La perizia entra anche nel dettaglio delle sostanze stupefacenti assunte quella sera dal ragazzo: “la concentrazione di morfina nel sangue – si legge nel comunicato di Messina – (pari a 0.36 microgrammi per millilitro) non può, sulla base di un’ampia letteratura, essere ritenuta di basso livello, rappresentando viceversa uno stato significativo rientrante nel range dei valori di concentrazioni ematiche di morfina in soggetti venuti a morte in seguito ad assunzione di oppioidi (valori tra 0,1 e 2) per il suo effetto deprimente le funzioni respiratorie. In ogni caso i valori riscontrati non escludono affatto gli effetti psicodislettici e sistemici dello stupefacente a carico del sistema nervoso centrale e cardiovascolare. Lo stesso tasso alcolemico (gr. 0,4 g/l) ha rappresentato un valore comunque non trascurabile per l’associazione e l’interazione con le sostanze stupefacenti”. Il cuore e gli organi respiratori di Federico sarebbero quindi risultati inibiti, alterati, dalle sostanze presenti nel sangue.
La consulenza ha rilevato inoltre che sarebbe da “escludere con elevata probabilità che le lesioni tegumentarie rilevate in sede cranica e maxillo-facciale e lo stesso fenomeno emorragico osservato, possano avere rivestito ruolo causale rispetto all’evento morte”. Scartata anche l’ipotesi delle percosse (le lesioni al volto e alla nuca) che possono aver procurato il decesso, la perizia smonta anche la versione dello schiacciamento toracico: “il mancato riscontro di lesività traumatiche a carico del tessuto cutaneo, sottocutaneo, muscolare ed osseo a livello toracico appare poco suggestivo di una valida ed importante compressione applicata alla gabbia toracica, osservando che nelle forme classiche di immobilizzazione del mantice respiratorio la compressione risulta comunque tale da produrre protrusione dei globi oculari, turgore delle labbra e del volto, fenomeni assenti nel caso di specie”. Rilevate anche “l’assenza di lesioni traumatiche a carico di altri distretti anatomici quali collo ed orifizi respiratori esterni”.

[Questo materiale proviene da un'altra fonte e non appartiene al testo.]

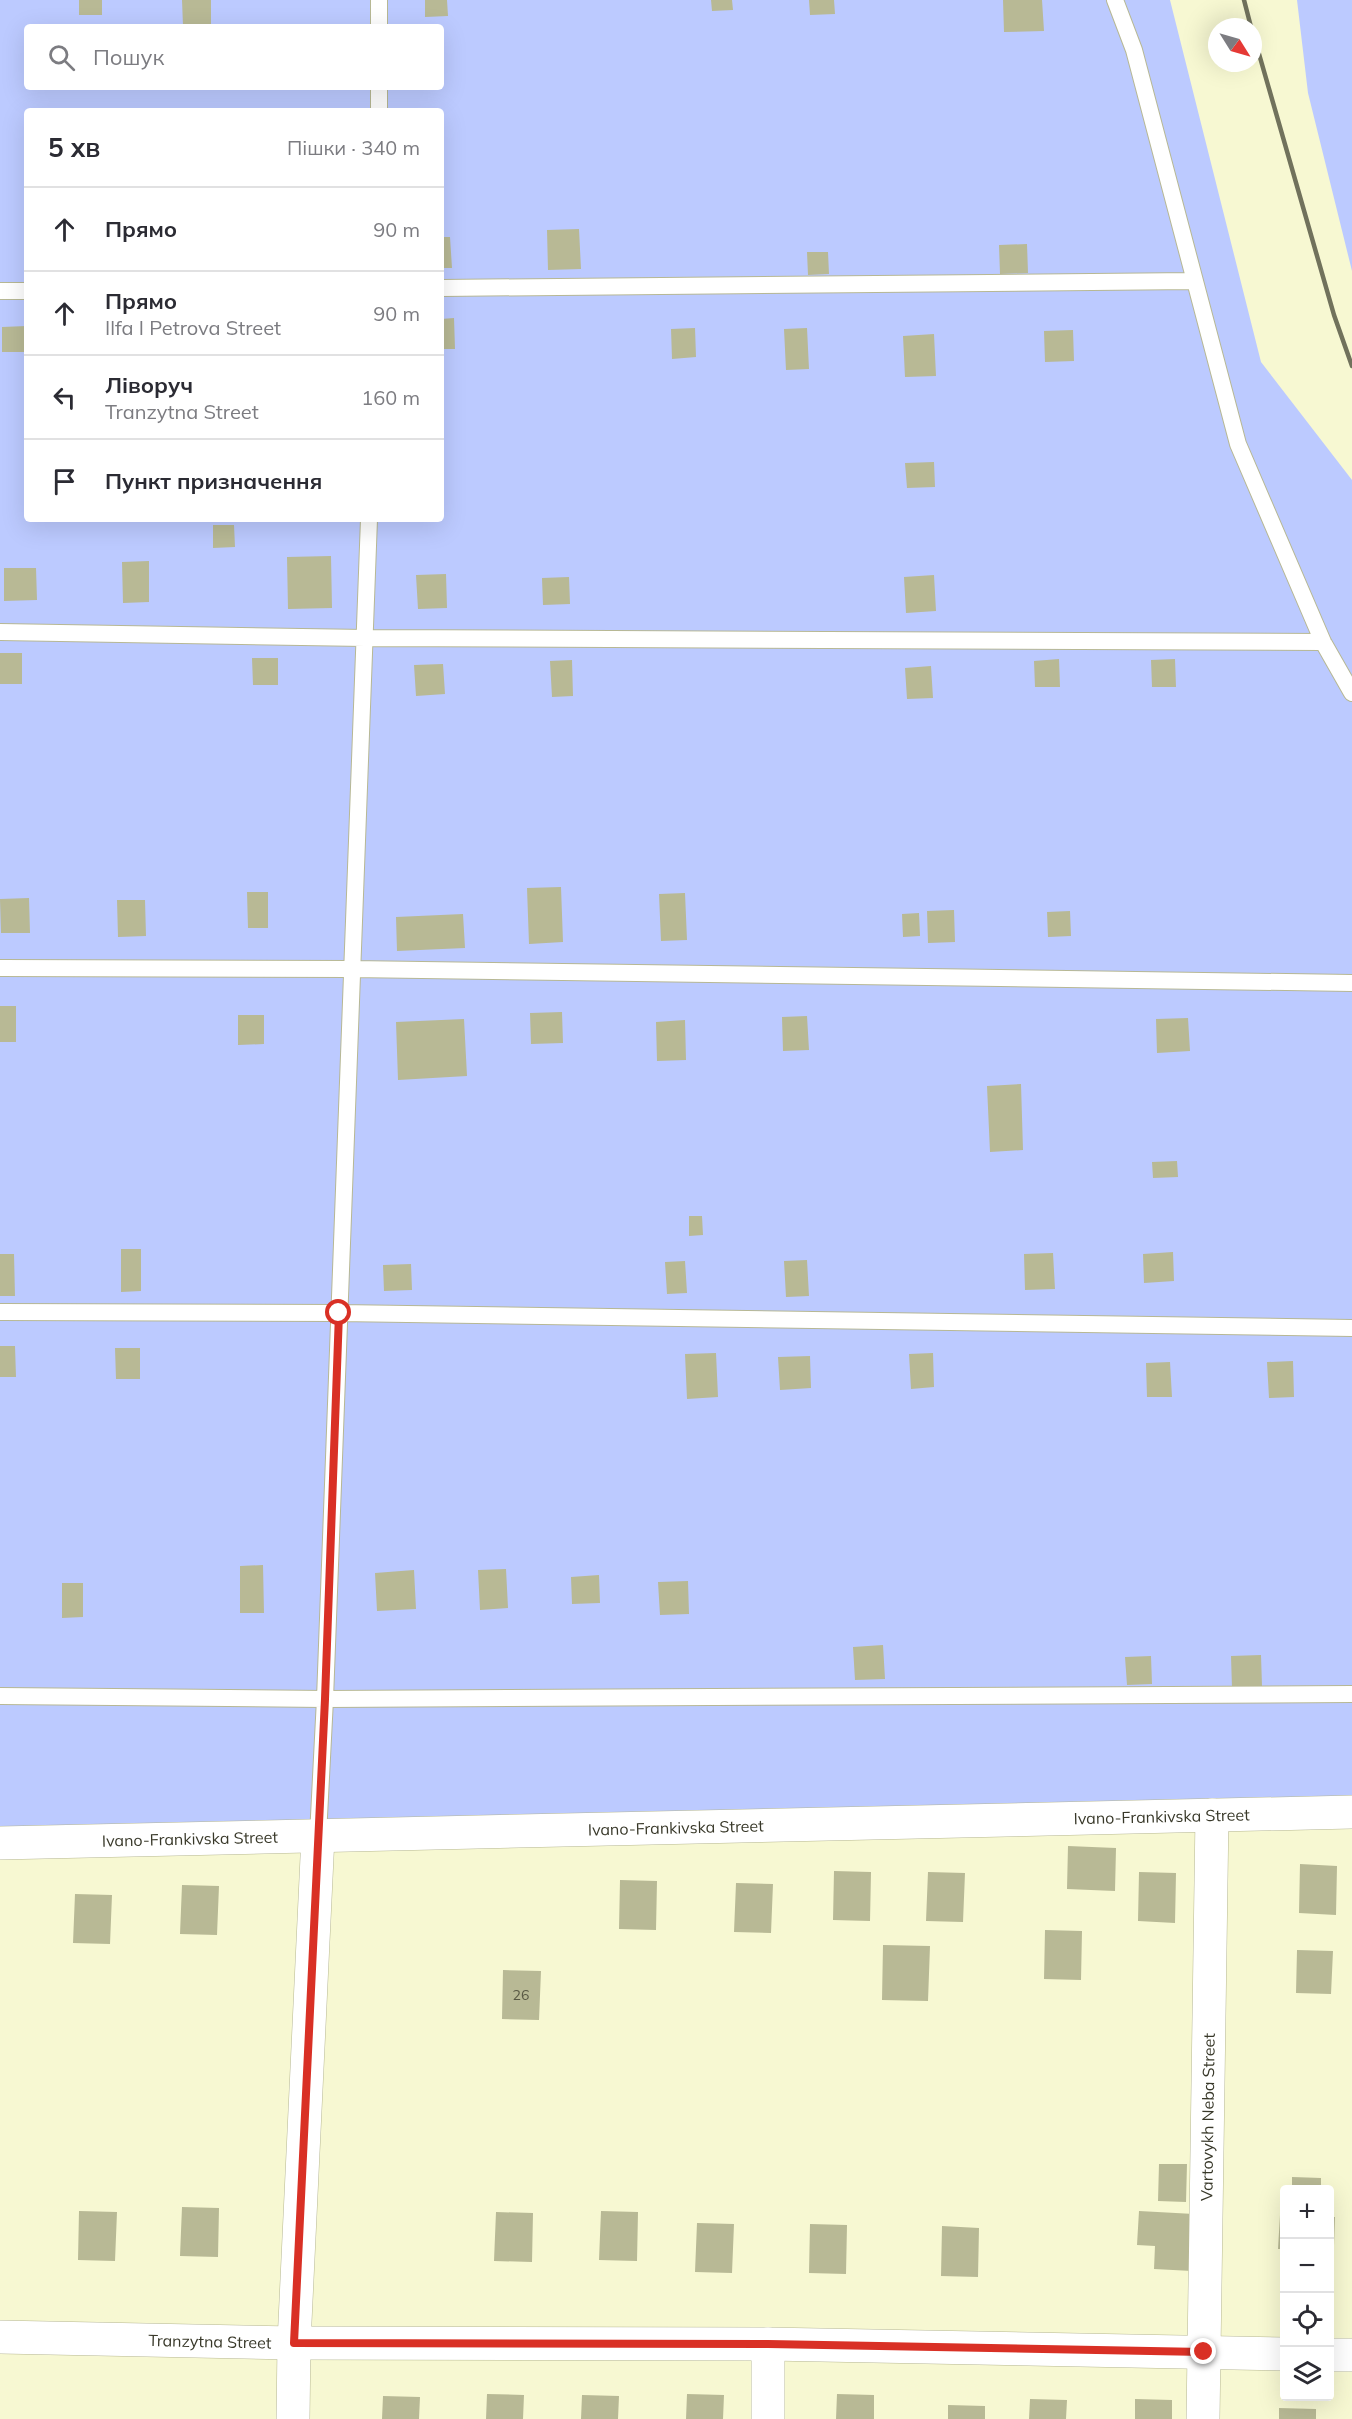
<!DOCTYPE html>
<html lang="uk">
<meta charset="utf-8">
<style>
body{margin:0;font-family:Mulish,sans-serif;background:#f7f7f7;color:#2b2b33}
.controls{position:absolute;right:18px;bottom:18px;display:grid;overflow:hidden;border-radius:6px;box-shadow:0 6px 24px #0002}
.controls button{width:54px;height:54px;display:grid;place-items:center;padding:0;border:0;border-bottom:2px solid #e1e1e2;background:#fff;color:#2b2b33;font:30px sans-serif}
.compass{position:absolute;left:1208px;top:18px;width:54px;height:54px;border-radius:50%;background:#fff;box-shadow:0 6px 24px #0002;rotate:127deg}
.stop{position:absolute;width:18px;height:18px;margin:-14px;border:4px solid #d93025;border-radius:50%;background:#fff}
.stop.end{background:#d93025;border-color:#fff;box-shadow:0 2px 6px #0008}
.list{margin:0;padding:0;list-style:none}
h2{display:flex;justify-content:space-between;align-items:center;height:78px;margin:0;padding:0 24px;font-size:26px}
h2 small{font-size:20px;font-weight:400;color:#7c7c81}
.list li{display:grid;grid-template-columns:39px 1fr auto;gap:18px;align-items:center;box-sizing:border-box;height:84px;padding:0 24px;border-top:2px solid #e1e1e2}
.list b{display:block;font-size:22px;white-space:nowrap}
.list p{margin:0;font-size:20px;white-space:nowrap;color:#7c7c81}
.list em{font-size:20px;font-style:normal;color:#7c7c81}
.icon{flex:none;width:33px;height:33px;fill:none;stroke:currentColor;stroke-width:2;stroke-linecap:round;stroke-linejoin:round}
.map{position:relative;flex:none;width:1352px;height:2419px;overflow:hidden}
.search{position:absolute;background:#fff;box-shadow:0 6px 24px #0002;left:24px;top:24px;width:420px;height:66px;display:flex;align-items:center;gap:15px;box-sizing:border-box;padding:0 21px;border-radius:6px;color:#7c7c81;font-size:22px}
.panel{position:absolute;background:#fff;box-shadow:0 6px 24px #0002;left:24px;top:108px;width:420px;height:414px;border-radius:6px}
.map>svg:first-child{display:block}
.green{fill:#bccaff;fill-rule:evenodd}
.building{fill:#b8b995}
.lines{fill:none;stroke-linecap:round;stroke-linejoin:round}
.lane-casing{stroke:#b7b894;stroke-width:18}
.street-casing{stroke:#b7b894;stroke-width:34}
.lane{stroke:#fff;stroke-width:16}
.street{stroke:#fff;stroke-width:33}
.rail{stroke:#71725c;stroke-width:4.5}
.route{stroke:#d93025;stroke-width:8}
.labels{text-anchor:middle;dominant-baseline:central;stroke-width:6;stroke-linejoin:round;paint-order:stroke}
.number-label{font-size:14px;fill:#585844}
.street-label{font-size:16px;fill:#383829;stroke:#f7f8d2}
</style>
<div class="map">
<svg width="1352" height="2419" viewBox="0 0 1352 2419">
<rect width="100%" height="100%" fill="#f7f8d2"/>
<path class="green" d="M 0,0 L 1170,0 L 1261,362 L 1352,480 L 1352,1811 L 0,1843 ZM 27,27 L 441,27 L 441,87 L 27,87 ZM 27,111 L 441,111 L 441,519 L 27,519 Z
M 1297,0 L 1352,0 L 1352,271 L 1308,93 Z"/>
<path class="building" d="M 79,0 L 102,0 L 102,15 L 79,15 Z
M 182,0 L 211,0 L 211,26 L 183,26 Z
M 425,0 L 447,0 L 448,16 L 425,17 Z
M 711,0 L 732,0 L 733,10 L 712,11 Z
M 809,0 L 834,0 L 835,14 L 810,15 Z
M 1003,0 L 1042,0 L 1044,31 L 1004,32 Z
M 579,229 L 581,269 L 548,270 L 547,230 Z
M 441,237 L 450,237 L 452,268 L 441,268 Z
M 1027,244 L 1028,273 L 1000,274 L 999,245 Z
M 807,252 L 828,252 L 829,274 L 808,275 Z
M 454,318 L 455,349 L 441,349 L 441,319 Z
M 27,326 L 27,352 L 2,352 L 2,327 Z
M 695,328 L 696,357 L 672,359 L 671,329 Z
M 807,328 L 809,369 L 786,370 L 784,329 Z
M 1073,330 L 1074,361 L 1045,362 L 1044,331 Z
M 934,334 L 936,376 L 905,377 L 903,336 Z
M 934,462 L 935,487 L 907,488 L 905,463 Z
M 213,525 L 234,525 L 235,547 L 213,548 Z
M 331,556 L 332,608 L 288,609 L 287,557 Z
M 149,561 L 149,602 L 123,603 L 122,562 Z
M 4,568 L 36,568 L 37,600 L 4,601 Z
M 446,574 L 447,608 L 418,609 L 416,575 Z
M 934,575 L 936,611 L 906,613 L 904,577 Z
M 569,577 L 570,604 L 543,605 L 542,578 Z
M 0,653 L 22,653 L 22,684 L 0,684 Z
M 252,658 L 278,658 L 278,685 L 253,685 Z
M 1059,659 L 1060,687 L 1035,687 L 1034,661 Z
M 1175,659 L 1176,687 L 1152,687 L 1151,660 Z
M 572,660 L 573,696 L 552,697 L 550,661 Z
M 443,664 L 445,694 L 416,696 L 414,665 Z
M 931,666 L 933,698 L 907,699 L 905,668 Z
M 561,887 L 563,942 L 529,944 L 527,888 Z
M 247,892 L 268,892 L 268,928 L 248,928 Z
M 685,893 L 687,940 L 661,941 L 659,894 Z
M 29,898 L 30,933 L 1,933 L 0,899 Z
M 117,900 L 145,900 L 146,936 L 118,937 Z
M 954,910 L 955,942 L 928,943 L 927,911 Z
M 1070,911 L 1071,936 L 1048,937 L 1047,912 Z
M 919,913 L 920,936 L 903,937 L 902,914 Z
M 463,914 L 465,948 L 397,951 L 396,917 Z
M 0,1006 L 16,1006 L 16,1042 L 0,1042 Z
M 562,1012 L 563,1043 L 531,1044 L 530,1013 Z
M 238,1015 L 264,1015 L 264,1044 L 238,1045 Z
M 807,1016 L 809,1050 L 783,1051 L 782,1017 Z
M 1188,1018 L 1190,1051 L 1157,1053 L 1156,1019 Z
M 464,1019 L 467,1076 L 398,1080 L 396,1022 Z
M 685,1020 L 686,1060 L 657,1061 L 656,1022 Z
M 1021,1084 L 1023,1150 L 990,1152 L 987,1086 Z
M 1177,1161 L 1178,1177 L 1153,1178 L 1152,1162 Z
M 689,1216 L 702,1216 L 703,1235 L 689,1236 Z
M 121,1249 L 141,1249 L 141,1291 L 121,1292 Z
M 1173,1252 L 1174,1281 L 1144,1283 L 1143,1254 Z
M 1053,1253 L 1055,1289 L 1025,1290 L 1024,1254 Z
M 0,1254 L 14,1254 L 15,1296 L 0,1296 Z
M 807,1260 L 809,1296 L 786,1297 L 784,1261 Z
M 685,1261 L 687,1293 L 667,1294 L 665,1262 Z
M 411,1264 L 412,1290 L 384,1291 L 383,1265 Z
M 0,1346 L 15,1346 L 16,1377 L 0,1377 Z
M 115,1348 L 140,1348 L 140,1379 L 116,1379 Z
M 716,1353 L 718,1397 L 687,1399 L 685,1354 Z
M 933,1353 L 934,1387 L 911,1389 L 909,1354 Z
M 810,1356 L 811,1388 L 780,1390 L 778,1357 Z
M 1293,1361 L 1294,1397 L 1269,1398 L 1267,1362 Z
M 1170,1362 L 1172,1397 L 1147,1397 L 1146,1363 Z
M 263,1565 L 264,1613 L 240,1613 L 240,1566 Z
M 506,1569 L 508,1608 L 480,1610 L 478,1570 Z
M 414,1570 L 416,1609 L 377,1611 L 375,1573 Z
M 599,1575 L 600,1603 L 572,1604 L 571,1577 Z
M 688,1581 L 689,1614 L 660,1615 L 658,1582 Z
M 62,1583 L 83,1583 L 83,1617 L 62,1618 Z
M 883,1645 L 885,1679 L 855,1680 L 853,1647 Z
M 1261,1655 L 1262,1686 L 1232,1688 L 1231,1656 Z
M 1151,1656 L 1152,1684 L 1127,1685 L 1125,1657 Z
M 1068,1846 L 1116,1848 L 1115,1891 L 1067,1889 Z
M 1300,1864 L 1337,1866 L 1336,1915 L 1299,1913 Z
M 834,1871 L 871,1872 L 870,1921 L 833,1920 Z
M 928,1872 L 965,1873 L 963,1922 L 926,1921 Z
M 1139,1872 L 1176,1873 L 1175,1923 L 1138,1921 Z
M 620,1880 L 657,1881 L 656,1930 L 619,1929 Z
M 736,1883 L 773,1884 L 771,1933 L 734,1932 Z
M 182,1885 L 219,1886 L 217,1935 L 180,1934 Z
M 75,1894 L 112,1895 L 110,1944 L 73,1943 Z
M 1045,1930 L 1082,1931 L 1081,1980 L 1044,1979 Z
M 883,1945 L 930,1946 L 928,2001 L 882,2000 Z
M 1297,1950 L 1333,1951 L 1331,1994 L 1296,1993 Z
M 503,1970 L 541,1971 L 539,2020 L 502,2019 Z
M 1159,2164 L 1187,2164 L 1186,2202 L 1158,2201 Z
M 1292,2177 L 1321,2178 L 1321,2190 L 1292,2190 Z
M 182,2207 L 219,2208 L 218,2257 L 180,2256 Z
M 79,2211 L 117,2212 L 115,2261 L 78,2260 Z
M 601,2211 L 638,2212 L 637,2261 L 599,2260 Z
M 1139,2211 L 1194,2214 L 1192,2271 L 1154,2269 L 1155,2246 L 1137,2245 Z
M 496,2212 L 533,2213 L 532,2262 L 494,2261 Z
M 1280,2215 L 1284,2215 L 1284,2249 L 1278,2249 Z
M 1330,2217 L 1335,2217 L 1333,2274 L 1330,2274 Z
M 697,2223 L 734,2224 L 732,2273 L 695,2272 Z
M 810,2224 L 847,2225 L 846,2274 L 809,2273 Z
M 942,2226 L 979,2228 L 978,2277 L 941,2276 Z
M 487,2394 L 524,2395 L 523,2419 L 486,2419 Z
M 687,2394 L 724,2395 L 723,2419 L 686,2419 Z
M 837,2394 L 874,2395 L 874,2419 L 836,2419 Z
M 582,2395 L 619,2396 L 618,2419 L 581,2419 Z
M 383,2396 L 420,2397 L 419,2419 L 382,2419 Z
M 1030,2399 L 1067,2400 L 1066,2419 L 1029,2419 Z
M 1135,2399 L 1172,2400 L 1172,2419 L 1135,2419 Z
M 948,2405 L 985,2406 L 985,2419 L 948,2419 Z
M 1279,2408 L 1316,2409 L 1316,2419 L 1279,2419 Z"/>
<g class="lines">
<g class="lane-casing">
<path id="lane" d="M 1115,0 L 1134,50 L 1238,444 L 1323,642 L 1352,693
M 379,27 L 379,0
M 379,111 L 379,87
M 441,288 L 1193,281
M 0,291 L 27,291
M 0,632 L 365,638 L 1323,642
M 0,968 L 352,969 L 1352,983
M 0,1312 L 339,1313 L 1352,1328
M 0,1696 L 325,1699 L 1352,1694
M 318,1836 L 325,1699 L 369,519"/>
</g>
<g class="street-casing">
<g id="street">
<path id="s1" d="M 0,1843 L 1352,1812"/>
<path id="s2" d="M 0,2337 L 294,2343 L 768,2344 L 1284,2354"/>
<path d="M 1330,2355 L 1352,2355"/>
<path d="M 293,2419 L 294,2343 L 318,1836"/>
<path d="M 768,2419 L 768,2344"/>
<path id="s3" d="M 1203,2419 L 1212,1815"/>
</g>
</g>
<use href="#lane" class="lane"/>
<use href="#street" class="street"/>
<path class="rail" d="M 1244,0 L 1251,27
M 1253,33 L 1334,315 L 1352,366"/>
</g>
<g class="lines">
<path class="route" d="M 339,1313 L 325,1699 L 294,2343 L 768,2344 L 1204,2352"/>
</g>
<g class="labels">
<g class="number-label">
<text x="521" y="1995">26</text>
</g>
<g class="street-label">
<text stroke="none"><textPath href="#s1" startOffset="1162">Ivano-Frankivska Street</textPath></text>
<text stroke="none"><textPath href="#s1" startOffset="676">Ivano-Frankivska Street</textPath></text>
<text stroke="none"><textPath href="#s1" startOffset="190">Ivano-Frankivska Street</textPath></text>
<text stroke="none"><textPath href="#s3" startOffset="302">Vartovykh Neba Street</textPath></text>
<text stroke="none"><textPath href="#s2" startOffset="210">Tranzytna Street</textPath></text>
</g>
</g>
</svg>
<div class="controls">
<button>+</button>
<button>−</button>
<button><svg class="icon" aria-label="locate" viewBox="0 0 24 24"><circle cx="12" cy="12" r="6"/><path d="M12 2v4M12 18v4M2 12h4M18 12h4"/></svg></button>
<button><svg class="icon" aria-label="layers" viewBox="0 0 24 24"><path d="M12 4l9 5-9 5-9-5zM3 14l9 5 9-5"/></svg></button>
</div>
<svg class="compass" viewBox="-18 -18 36 36"><path d="M0-13l5 13h-10z" fill="#e53935"/><path d="M0 13l5-13h-10z" fill="#7c7c81"/></svg>
<div class="stop" style="left:339px;top:1313px"></div>
<div class="stop end" style="left:1204px;top:2352px"></div>
<div class="search"><svg class="icon" aria-label="search" viewBox="0 0 24 24"><circle cx="10" cy="10" r="6"/><path d="M15 15l6 6"/></svg>Пошук</div>
<section class="panel">
<h2>5 хв<small>Пішки · 340 m</small></h2>
<ul class="list">
<li><svg class="icon" aria-label="ahead" viewBox="0 0 24 24"><path d="M12 20V5M6 11l6-6 6 6"/></svg><div><b>Прямо</b></div><em>90 m</em></li>
<li><svg class="icon" aria-label="ahead" viewBox="0 0 24 24"><path d="M12 20V5M6 11l6-6 6 6"/></svg><div><b>Прямо</b><p>Ilfa I Petrova Street</p></div><em>90 m</em></li>
<li><svg class="icon" aria-label="left" viewBox="0 0 24 24"><path d="M17 20v-9H6M10 6l-5 5 5 5"/></svg><div><b>Ліворуч</b><p>Tranzytna Street</p></div><em>160 m</em></li>
<li><svg class="icon" aria-label="arrive" viewBox="0 0 24 24"><path d="M6 21V4h12l-3 4 3 4H6"/></svg><div><b>Пункт призначення</b></div></li>
</ul>
</section>
</div>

Questa dunque la sintesi fornita delle conclusioni che Messina ha voluto anticipare, spinto “dal clima pesantissimo – afferma egli stesso - che si è creato in città. Abbiamo ritenuto di dare notizie pubbliche alla stampa che si è occupata del caso, che fino ad oggi ha sentito una sola campana. La campana istituzionale non ha suonato perché non aveva ancora motivi per farlo. Dopo una prima lettura delle perizie medico-legali dei periti del pm, abbiamo ritenuto opportuno diffondere questo comunicato. Sono stato accusato di coprire la polizia, è stato detto che alcuni teste erano stati intimiditi, sono comparse in città scritte del tenore “Polizia assassina”. Ormai c’è un processo in corso, quello che si fa per strada e per il quale la sentenza sembra sia già stata scritta”. Il Procuratore tiene a precisare che questa perizia sarà confrontata con quella fornita dai consulenti dei legali degli Aldrovandi e “se dopo la comparazione rimarranno elementi dubbi – aggiunge Messina -, ci avvarremo di altre consulenze”. Mentre sono in corso ulteriori indagini tossicologiche finalizzate alla ricerca di altre eventuali sostanze stupefacenti, i cui risultati verranno acquisiti entro i primi di marzo, il pm preferisce non rilasciare ulteriori dichiarazioni, ricordando che “le valutazioni giuridiche saranno fatte nelle opportune sedi e nei tempi idonei, speriamo i più brevi possibili, per trarne le conclusioni”.